For each of the five CMIP models, curve fitting along the lines of that shown in Fig. 1 (blue curve) was performed to determine spatial distributions of ρm2, the fraction of the T2M variance explained by the boundary-forced signal. Results are shown in Fig. 3, with the GEOS results for MAM repeated in Fig. 3f. The different models agree on many features of the distributions, showing, for example, higher values in the tropics, negligible values in central Asia, and a dipole of higher values along the western coast of North America. The overall similarity is encouraging given that the six models use distinct structures and formulations (with the exception of NorCPM1 and CESM2, which use similar atmospheric models). The overall similarity supports the idea that the models are capturing, to first order, the same elements of the spatial distributions of the relative strength of the boundary-forced signal in Nature.

Fig. 3.
Fig. 3.

Spatial distribution of ρm2, the fraction of the simulated T2M variance explained by the boundary-forced signal, for six different AGCMs. (a) MIROC6. (b) CESM2. (c) NorCPM1. (d) ACCESS. (e) IPSL. (f) GEOS. The GEOS results are based on a 45-member ensemble, and those for the other AGCMs are based on 10-member ensembles (though in all cases, the values effectively represent what would be obtained with an infinite number of ensemble members). The shading contour at 0.052 represents, for the CMIP models, the 99% confidence level that the null hypothesis (i.e., no underlying signal) is invalid, as determined by Monte Carlo analysis. The corresponding value for the 99.9% confidence level is 0.067.

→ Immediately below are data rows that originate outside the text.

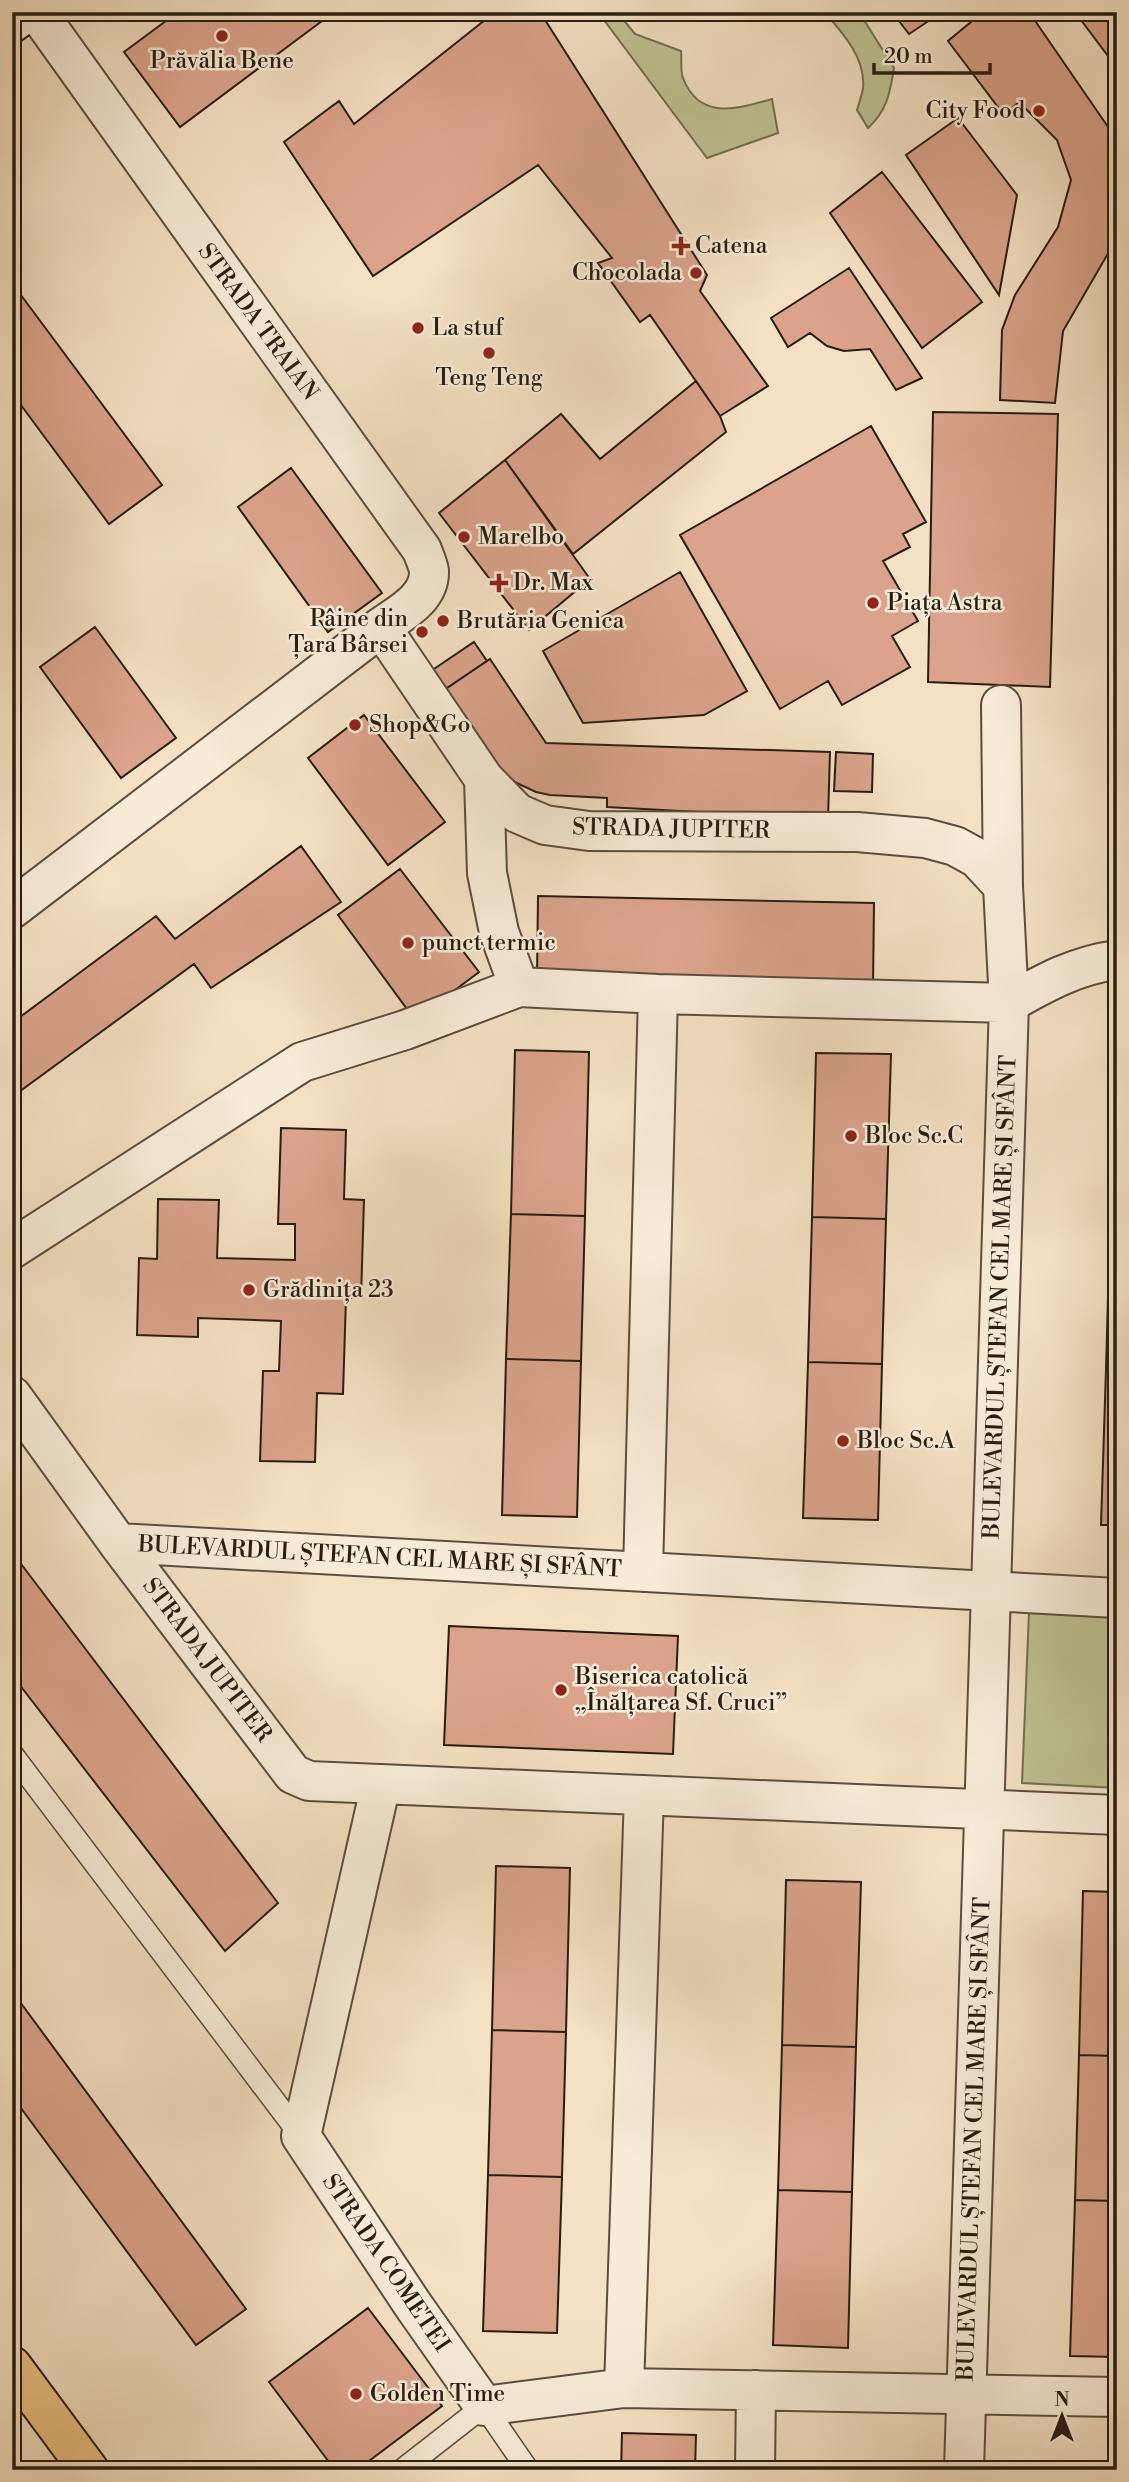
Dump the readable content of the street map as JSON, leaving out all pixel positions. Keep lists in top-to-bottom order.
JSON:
{
  "streets": {
    "street": [
      "STRADA TRAIAN",
      "STRADA JUPITER",
      "BULEVARDUL ȘTEFAN CEL MARE ȘI SFÂNT",
      "STRADA COMETEI"
    ]
  },
  "crossings": [
    ["STRADA TRAIAN", "STRADA JUPITER"],
    ["STRADA JUPITER", "BULEVARDUL ȘTEFAN CEL MARE ȘI SFÂNT"]
  ],
  "places": {
    "other": [
      "Prăvălia Bene",
      "City Food",
      "Chocolada",
      "La stuf",
      "Teng Teng",
      "Marelbo",
      "Piața Astra",
      "Brutăria Genica",
      "Pâine din Țara Bârsei",
      "Shop&Go",
      "punct termic",
      "Bloc Sc.C",
      "Grădinița 23",
      "Bloc Sc.A",
      "Biserica catolică „Înălțarea Sf. Cruci”",
      "Golden Time"
    ],
    "health": ["Catena", "Dr. Max"]
  },
  "scale_bar": "20 m",
  "north": "top"
}
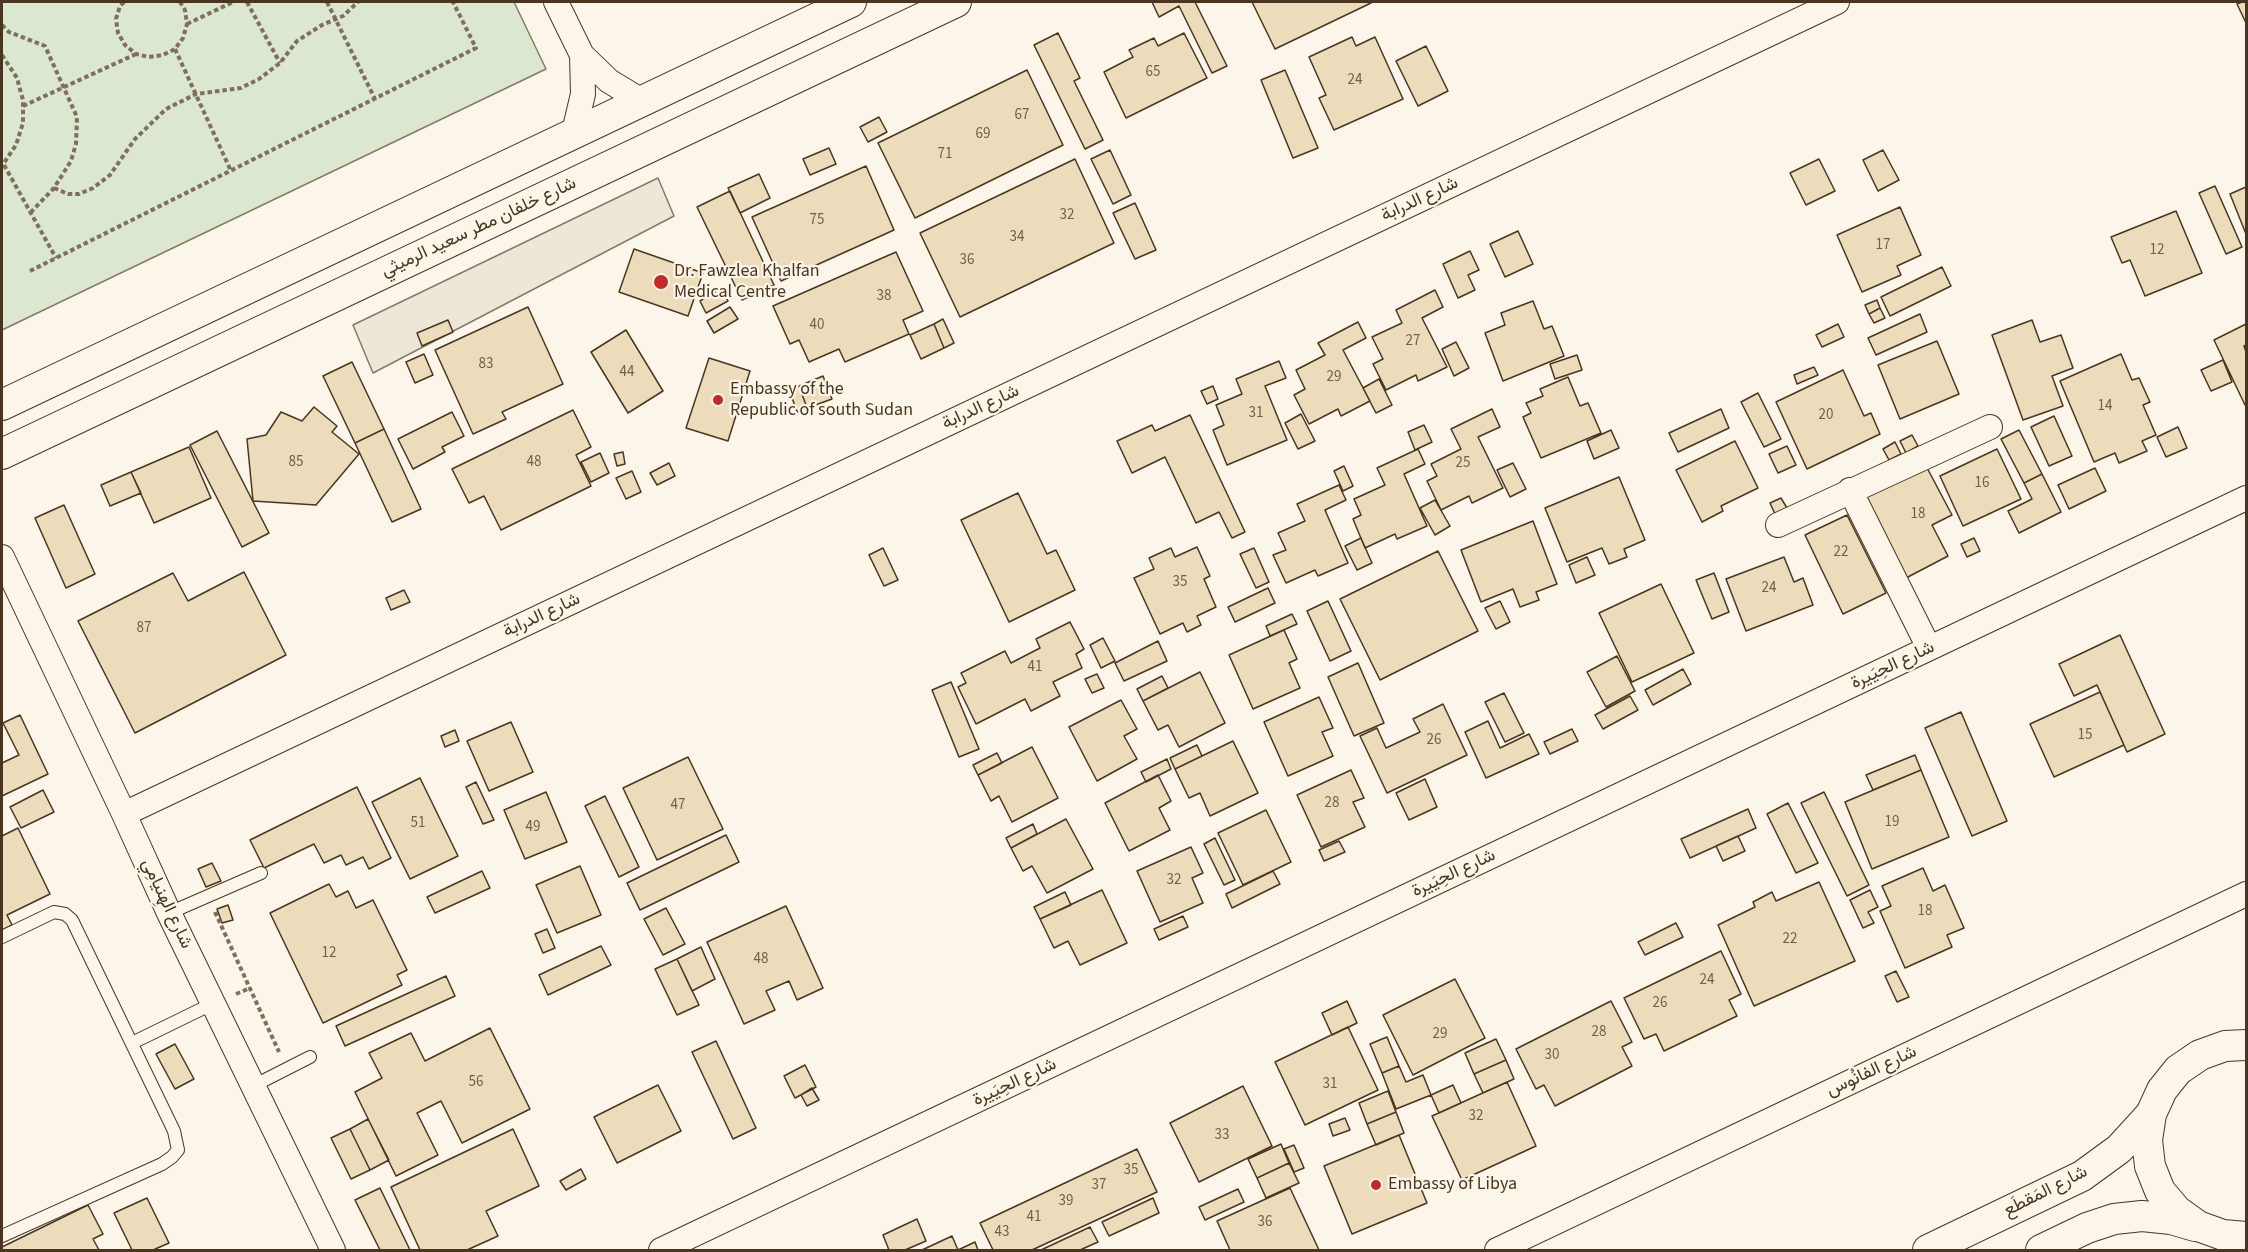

Citation: Journal of Climate 38, 6; 10.1175/JCLI-D-23-0740.1

Corr2(Bm, Bq), the degree to which two different models m and q agree with each other on the boundary-forced signal at a given location once the impact of noise is removed, is computed with (10). Figures 4a–e shows Corr2(Bm, Bq) between the GEOS model and each of the five CMIP models. We focus here on the GEOS model’s correlations with the CMIP models rather than on correlations among the different CMIP models because the size of the GEOS ensemble would presumably provide some extra robustness to the estimates. Also note that theoretically, while a large agreement in the boundary-forced signal is possible in the presence of substantial model noise, the presence of noise can make quantifying the agreement in this quantity difficult. Indeed, with ρm2 or ρq2 close to zero, the calculation of a reliable Corr2(Bm, Bq) value using (10) is essentially impossible. To account for this, we assign undefined values to the Corr2(Bm, Bq) calculations from (10) if either ρm2 or ρq2 falls below an arbitrary threshold of 0.05. The undefined values are whited out in the figure.

Fig. 4.
Fig. 4.

Spatial distribution of Corr2(Bm, Bq), the degree to which the different CMIP models agree with the GEOS model on the temporal variations in the boundary-forced signal. (a) Corr2(BGEOS, BMIROC6). (b) Corr2(BGEOS, BCESM2). (c) Corr2(BGEOS, BNorCPM1). (d) Corr2(BGEOS, BACCESS). (e) Corr2(BGEOS, BIPSL). (f) Arithmetic mean of the Corr2(Bm, Bq) values. Values are considered undefined (and shown as white) if the internal variability of either model involved in a calculation is overwhelmingly high (i.e., if ρm2 or ρq2 falls below a threshold of 0.05). Undefined values are not utilized in the calculation of the arithmetic mean.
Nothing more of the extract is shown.